On April 25, about 40 people, including representatives from five different companies, toured Professor David Ruzic’s laboratory during an Open House at the Center for Plasma Material Interactions in the Nuclear Radiation Laboratory on the Illinois campus.
Those touring the lab--where Ruzic and his group develop machines to make silicon chips for micro electronics among other plasma-related research--included faculty from across the College of Engineering as well as students, staff members, and industry sponsors. Ruzic gave a talk, and he and his students and post-doctoral research associates demonstrated the machines and explained ongoing research through several posters.
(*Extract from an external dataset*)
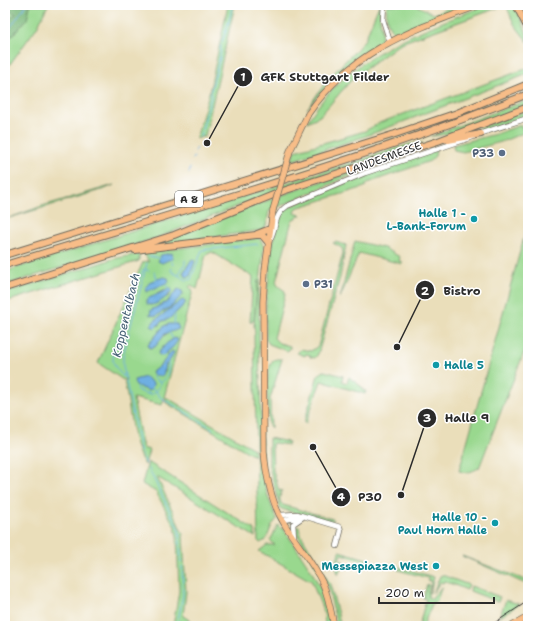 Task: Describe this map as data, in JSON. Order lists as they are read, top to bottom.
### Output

The Open House was intended, Ruzic said, to encourage companies to sponsor plasma research or join the new National Science Foundation Center for Plasma-Aided Manufacturing. Ruzic heads that group along with scientists from the University of Michigan, the University of Virginia, and Southern Methodist University in Dallas. Organizations currently sponsoring Ruzic’s Center for Plasma-Material Interactions research include ASML, Cymer, Energetiq, Intel, Micron, Kurt J. Lesker Co., Novellus, Sematech, Semiconductor Research Corp., Starfire Industries, the U.S. Department of Energy, Ushio, Xtreme Technologies, General Electric, PPPL, the U.S. Department of the Air Force, and the National Science Foundation.
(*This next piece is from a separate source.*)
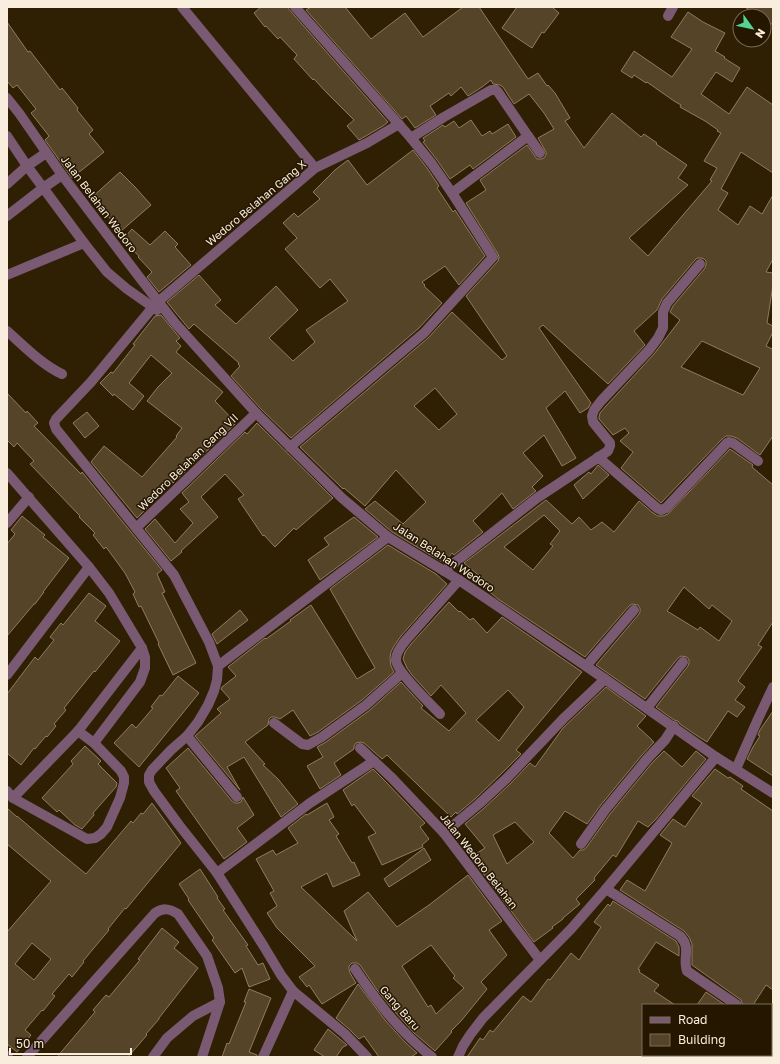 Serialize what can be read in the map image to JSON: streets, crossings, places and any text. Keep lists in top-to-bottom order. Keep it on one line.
{"streets":{"street":["Wedoro Belahan Gang X","Jalan Belahan Wedoro","Wedoro Belahan Gang VII","Jalan Wedoro Belahan","Gang Baru"]},"crossings":[["Wedoro Belahan Gang X","Jalan Belahan Wedoro"],["Wedoro Belahan Gang X","Wedoro Belahan Gang VII"],["Jalan Belahan Wedoro","Wedoro Belahan Gang VII"]],"legend":["Road","Building"],"scale_bar":"50 m","north":"bottom right"}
"There's more work and more opportunity then is reasonable to expect to be done under one professor's guidance," Ruzic maintained. He said several assistant professors from Electrical and Computer Engineering appeared interested in doing projects with the Center.
Ruzic said much credit for the Open House's success goes to postdoc Martin J. Neumann. "Without Marty, the Open House would never have taken place. He did it extremely professionally," Ruzic said.